So I’ve been playing around a lot with OSSEC. Active responses are one of my favorite features. They remind me of the old firewall days when countermeasures existed whereby the firewall would detect an ongoing attack and fight back flooding the source IP with syn attacks or malformed packets. Yeah…sneaky goodness….but in the world of botnets and script kiddies those kinds of things are no longer effective. However, one use of active responses is to let you “tune” your firewall to situations at hand. It seems a little easier to work in local mode as the active responses are already set up, but it is possible to get them to work in the agent-server configuration as well.
Here is how they work…
The ossec.conf file lists both commands and active-responses. I’m going to describe how the firewall-drop active-response detects and drops attempts to login too many times to your server. The command configuration is shown here:
<command>
<name>firewall-drop</name>
<executable>firewall-drop.sh</executable>
<expect>srcip</expect>
<timeout_allowed>yes</timeout_allowed>
</command>
Now this is stock code included with OSSEC so you can get this working in minutes. Notice that the file structure is XML. That not only makes it easy to find and understand the code but it makes it simple to extend with any text editor as well.
Here we see the declaration of a command firewall-drop. It’s tied to a shell script called firewall-drop.sh (which lives at /var/ossec/active-response/bin on my server). This script and pretty much all scripts return (expect) a number of variables for you to use. The first is the action (add or delete) which is used to tell the script to add a firewall rule or delete a firewall rule. The second variable is the username (user) which isn’t actually used in this specific script. The third variable is the source ip address (srcip) which in our case is the ip of the guy trying to login unsuccessfully. The timeout_allowed goes hand in hand with the action variable. A timeout lets you put a rule in for say…600 seconds and then remove it again. This will thwart attackers automated attacks while not completely locking out the forgetful or fat-fingered admin.
The active response configuration in the ossec.conf file looks like this:
<active-response>
<!-- Firewall Drop response. Block the IP for
- 600 seconds on the firewall (iptables,
- ipfilter, etc).
-->
<command>firewall-drop</command>
<location>local</location>
<level>6</level>
<timeout>600</timeout>
</active-response>
The first part in between the <!—and –!> is just a descriptive comment. The command matches up with the command defined above. The location tells the script where to run the rule. In this case, this is a local installation of OSSEC so it’s set to local. The level is the trigger which kicks off this event. There are a set of predefined rules (in /var/ossec/rules) which categorize different detected events. One of these triggers is the detection of a brute force ssh password attack. There are numerous levels so I can’t go into all them here but you can easily drop in a look at the rules files on a standard installation for more info. Additionally, you can trigger on multiple types of things not just levels. There is a predefined rules group name called “sshd” so I could have used something like that as well. Unfortunately, the sshd rules group fires for successful and unsuccessful attempts so I couldn’t use that in this example.

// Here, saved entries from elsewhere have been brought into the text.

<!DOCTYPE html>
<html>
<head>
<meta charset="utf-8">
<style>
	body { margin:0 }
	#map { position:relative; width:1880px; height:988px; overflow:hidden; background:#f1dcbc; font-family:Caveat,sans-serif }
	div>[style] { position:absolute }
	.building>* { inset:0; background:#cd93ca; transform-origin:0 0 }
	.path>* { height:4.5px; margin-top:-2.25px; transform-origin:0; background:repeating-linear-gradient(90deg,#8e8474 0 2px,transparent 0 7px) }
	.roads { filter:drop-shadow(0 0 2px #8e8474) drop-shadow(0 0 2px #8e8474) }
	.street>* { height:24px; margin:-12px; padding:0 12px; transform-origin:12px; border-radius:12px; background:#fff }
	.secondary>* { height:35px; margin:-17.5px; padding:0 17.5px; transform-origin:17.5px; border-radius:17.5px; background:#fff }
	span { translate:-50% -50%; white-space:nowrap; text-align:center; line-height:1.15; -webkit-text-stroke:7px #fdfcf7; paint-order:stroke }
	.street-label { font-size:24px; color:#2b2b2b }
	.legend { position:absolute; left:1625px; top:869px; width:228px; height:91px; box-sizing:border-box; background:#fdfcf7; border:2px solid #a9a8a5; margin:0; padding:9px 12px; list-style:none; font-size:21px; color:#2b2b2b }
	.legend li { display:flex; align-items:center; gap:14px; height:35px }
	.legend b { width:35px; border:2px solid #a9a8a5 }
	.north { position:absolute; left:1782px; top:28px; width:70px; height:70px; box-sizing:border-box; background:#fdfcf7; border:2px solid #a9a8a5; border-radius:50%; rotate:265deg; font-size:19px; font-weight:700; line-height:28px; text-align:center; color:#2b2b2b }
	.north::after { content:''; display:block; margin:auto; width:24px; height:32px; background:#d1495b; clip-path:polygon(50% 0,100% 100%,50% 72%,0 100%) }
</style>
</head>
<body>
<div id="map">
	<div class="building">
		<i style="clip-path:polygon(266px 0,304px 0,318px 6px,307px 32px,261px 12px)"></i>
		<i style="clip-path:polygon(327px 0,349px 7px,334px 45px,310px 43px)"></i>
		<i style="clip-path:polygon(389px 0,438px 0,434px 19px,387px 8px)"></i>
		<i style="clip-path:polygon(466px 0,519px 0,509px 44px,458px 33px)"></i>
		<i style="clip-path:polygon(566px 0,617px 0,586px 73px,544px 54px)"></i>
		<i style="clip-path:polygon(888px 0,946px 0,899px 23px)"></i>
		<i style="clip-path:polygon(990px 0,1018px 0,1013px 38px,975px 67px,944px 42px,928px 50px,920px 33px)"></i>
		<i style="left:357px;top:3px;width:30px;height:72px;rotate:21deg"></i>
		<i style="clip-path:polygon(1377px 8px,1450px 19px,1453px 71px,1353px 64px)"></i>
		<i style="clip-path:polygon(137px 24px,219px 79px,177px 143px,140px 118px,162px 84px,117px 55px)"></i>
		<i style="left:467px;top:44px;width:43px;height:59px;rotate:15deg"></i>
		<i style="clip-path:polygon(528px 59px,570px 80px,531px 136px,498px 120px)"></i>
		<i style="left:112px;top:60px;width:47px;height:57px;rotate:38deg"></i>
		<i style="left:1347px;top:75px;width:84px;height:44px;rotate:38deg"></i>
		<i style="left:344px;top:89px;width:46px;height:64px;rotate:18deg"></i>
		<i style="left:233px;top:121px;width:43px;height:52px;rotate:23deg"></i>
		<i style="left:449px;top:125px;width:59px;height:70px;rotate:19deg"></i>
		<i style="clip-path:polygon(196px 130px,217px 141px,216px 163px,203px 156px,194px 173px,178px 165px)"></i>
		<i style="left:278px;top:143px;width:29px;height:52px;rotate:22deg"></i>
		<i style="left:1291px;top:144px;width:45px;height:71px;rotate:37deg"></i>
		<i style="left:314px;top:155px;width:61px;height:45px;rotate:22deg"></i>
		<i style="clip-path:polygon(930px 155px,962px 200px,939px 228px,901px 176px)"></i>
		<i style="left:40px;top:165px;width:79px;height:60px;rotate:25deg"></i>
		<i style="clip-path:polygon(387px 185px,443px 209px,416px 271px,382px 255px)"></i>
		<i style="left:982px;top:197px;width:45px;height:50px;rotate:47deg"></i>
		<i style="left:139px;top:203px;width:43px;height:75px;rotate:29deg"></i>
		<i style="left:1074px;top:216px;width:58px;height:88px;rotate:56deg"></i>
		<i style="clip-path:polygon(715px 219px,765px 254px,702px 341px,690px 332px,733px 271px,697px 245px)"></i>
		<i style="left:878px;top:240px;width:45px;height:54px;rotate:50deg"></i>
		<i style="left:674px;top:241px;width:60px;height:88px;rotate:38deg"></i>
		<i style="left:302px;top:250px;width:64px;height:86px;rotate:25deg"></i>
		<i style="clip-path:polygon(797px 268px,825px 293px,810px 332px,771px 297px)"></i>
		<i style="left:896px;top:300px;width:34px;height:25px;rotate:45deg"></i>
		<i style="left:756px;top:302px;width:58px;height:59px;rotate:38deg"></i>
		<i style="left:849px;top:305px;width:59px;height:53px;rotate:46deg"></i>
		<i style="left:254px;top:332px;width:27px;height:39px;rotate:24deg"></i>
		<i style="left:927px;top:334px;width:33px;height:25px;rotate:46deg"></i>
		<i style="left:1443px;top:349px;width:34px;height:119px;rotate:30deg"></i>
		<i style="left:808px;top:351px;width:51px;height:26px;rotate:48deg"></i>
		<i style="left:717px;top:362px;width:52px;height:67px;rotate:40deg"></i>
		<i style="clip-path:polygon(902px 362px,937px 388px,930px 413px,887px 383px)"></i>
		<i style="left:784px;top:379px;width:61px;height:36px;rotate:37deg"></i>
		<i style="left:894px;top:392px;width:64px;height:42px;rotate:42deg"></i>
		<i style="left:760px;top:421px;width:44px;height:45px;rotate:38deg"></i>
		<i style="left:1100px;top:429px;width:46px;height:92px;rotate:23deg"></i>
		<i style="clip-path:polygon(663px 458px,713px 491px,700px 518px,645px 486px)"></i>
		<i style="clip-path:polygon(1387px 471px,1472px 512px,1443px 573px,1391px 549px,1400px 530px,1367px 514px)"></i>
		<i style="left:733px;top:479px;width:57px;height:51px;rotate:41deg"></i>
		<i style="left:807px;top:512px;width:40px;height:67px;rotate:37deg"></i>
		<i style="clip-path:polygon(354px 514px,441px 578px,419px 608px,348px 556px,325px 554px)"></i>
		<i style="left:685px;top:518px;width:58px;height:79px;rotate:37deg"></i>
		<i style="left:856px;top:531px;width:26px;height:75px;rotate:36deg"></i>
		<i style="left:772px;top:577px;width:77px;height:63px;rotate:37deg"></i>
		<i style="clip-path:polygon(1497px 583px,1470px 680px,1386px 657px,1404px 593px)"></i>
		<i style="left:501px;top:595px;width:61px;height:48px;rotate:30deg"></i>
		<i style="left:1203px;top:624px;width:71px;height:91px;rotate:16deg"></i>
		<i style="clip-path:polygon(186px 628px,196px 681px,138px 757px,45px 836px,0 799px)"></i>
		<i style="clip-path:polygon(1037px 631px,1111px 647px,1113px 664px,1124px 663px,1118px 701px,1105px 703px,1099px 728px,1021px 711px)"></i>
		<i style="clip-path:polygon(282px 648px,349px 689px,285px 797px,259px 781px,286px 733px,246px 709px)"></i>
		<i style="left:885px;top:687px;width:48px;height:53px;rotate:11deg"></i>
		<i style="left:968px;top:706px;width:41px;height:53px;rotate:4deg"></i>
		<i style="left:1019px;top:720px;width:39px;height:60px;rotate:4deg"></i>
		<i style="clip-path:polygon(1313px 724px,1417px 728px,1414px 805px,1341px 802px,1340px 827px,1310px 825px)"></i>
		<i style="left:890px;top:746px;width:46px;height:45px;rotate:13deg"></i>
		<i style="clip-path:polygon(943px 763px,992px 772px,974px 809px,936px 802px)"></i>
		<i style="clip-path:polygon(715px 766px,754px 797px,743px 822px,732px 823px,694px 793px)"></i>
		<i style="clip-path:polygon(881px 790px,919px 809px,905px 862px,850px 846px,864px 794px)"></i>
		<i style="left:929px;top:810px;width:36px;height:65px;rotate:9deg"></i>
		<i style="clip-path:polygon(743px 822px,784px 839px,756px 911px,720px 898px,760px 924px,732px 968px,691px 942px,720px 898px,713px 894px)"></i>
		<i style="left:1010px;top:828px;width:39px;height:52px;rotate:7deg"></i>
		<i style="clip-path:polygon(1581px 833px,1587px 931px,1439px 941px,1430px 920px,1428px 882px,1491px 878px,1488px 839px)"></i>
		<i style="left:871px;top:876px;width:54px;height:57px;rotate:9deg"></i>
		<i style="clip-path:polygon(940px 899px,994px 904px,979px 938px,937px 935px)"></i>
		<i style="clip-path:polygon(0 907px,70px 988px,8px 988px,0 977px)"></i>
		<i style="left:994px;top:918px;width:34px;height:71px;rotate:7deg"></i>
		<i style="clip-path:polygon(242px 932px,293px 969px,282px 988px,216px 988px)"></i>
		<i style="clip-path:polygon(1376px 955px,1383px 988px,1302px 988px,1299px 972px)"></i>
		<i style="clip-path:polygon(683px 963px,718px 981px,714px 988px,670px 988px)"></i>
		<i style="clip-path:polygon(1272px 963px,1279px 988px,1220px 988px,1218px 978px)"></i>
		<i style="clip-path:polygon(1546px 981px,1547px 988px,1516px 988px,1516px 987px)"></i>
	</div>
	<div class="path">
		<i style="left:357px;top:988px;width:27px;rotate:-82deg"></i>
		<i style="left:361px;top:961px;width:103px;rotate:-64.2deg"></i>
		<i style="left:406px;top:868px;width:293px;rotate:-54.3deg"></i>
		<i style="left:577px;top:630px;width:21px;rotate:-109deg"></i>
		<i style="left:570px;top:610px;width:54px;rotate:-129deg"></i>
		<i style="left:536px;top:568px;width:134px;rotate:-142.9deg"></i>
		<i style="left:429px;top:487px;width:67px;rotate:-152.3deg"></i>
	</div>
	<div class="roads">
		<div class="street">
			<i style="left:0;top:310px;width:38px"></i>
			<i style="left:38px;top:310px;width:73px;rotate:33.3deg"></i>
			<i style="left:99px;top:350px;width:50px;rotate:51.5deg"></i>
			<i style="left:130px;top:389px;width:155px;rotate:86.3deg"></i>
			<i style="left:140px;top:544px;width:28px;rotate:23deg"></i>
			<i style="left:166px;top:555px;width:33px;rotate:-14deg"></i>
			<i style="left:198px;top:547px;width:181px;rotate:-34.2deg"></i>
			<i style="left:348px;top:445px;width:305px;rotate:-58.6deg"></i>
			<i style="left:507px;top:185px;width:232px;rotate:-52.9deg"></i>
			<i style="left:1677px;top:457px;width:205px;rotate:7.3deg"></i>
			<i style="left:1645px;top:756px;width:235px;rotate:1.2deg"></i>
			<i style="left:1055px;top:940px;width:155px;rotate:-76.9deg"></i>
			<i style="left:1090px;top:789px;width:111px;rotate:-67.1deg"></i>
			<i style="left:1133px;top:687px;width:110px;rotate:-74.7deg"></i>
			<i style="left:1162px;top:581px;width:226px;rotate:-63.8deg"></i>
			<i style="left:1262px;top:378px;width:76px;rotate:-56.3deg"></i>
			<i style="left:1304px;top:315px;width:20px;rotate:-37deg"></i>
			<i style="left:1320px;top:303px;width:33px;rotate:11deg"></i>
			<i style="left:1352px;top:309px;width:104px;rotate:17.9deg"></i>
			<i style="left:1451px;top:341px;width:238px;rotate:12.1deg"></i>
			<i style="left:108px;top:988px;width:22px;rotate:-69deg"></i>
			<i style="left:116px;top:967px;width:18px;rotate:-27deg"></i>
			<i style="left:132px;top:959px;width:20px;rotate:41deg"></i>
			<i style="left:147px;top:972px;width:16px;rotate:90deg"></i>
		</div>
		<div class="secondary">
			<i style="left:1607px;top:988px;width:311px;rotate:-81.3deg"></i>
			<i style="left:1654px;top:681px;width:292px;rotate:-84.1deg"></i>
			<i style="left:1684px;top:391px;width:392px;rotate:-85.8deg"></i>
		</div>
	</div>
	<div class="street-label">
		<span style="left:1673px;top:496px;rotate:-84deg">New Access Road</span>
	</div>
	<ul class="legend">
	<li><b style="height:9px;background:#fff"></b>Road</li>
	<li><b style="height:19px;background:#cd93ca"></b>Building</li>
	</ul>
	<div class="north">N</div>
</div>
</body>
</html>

Once things are configured a simple restart of the ossec system (/var/ossec/bin/ossec-control restart) will put it all into action.
So here is how it works. Someone tries to brute force attack the server on ssh and logs are generated in the secure log. OSSEC watches those logs, uses the rules file to detect the attack and sets the rule level. The the rule level fires off the active response script firewall-drop.sh which adds a rule to the iptables config effectively blocking the source ip address. After 600 seconds, the script is called again with the “delete” action and the rule is removed and all is well.
OSSEC is very powerful and this example just scrapes the surface. This has rapidly become one of my favorite open source tools of all time.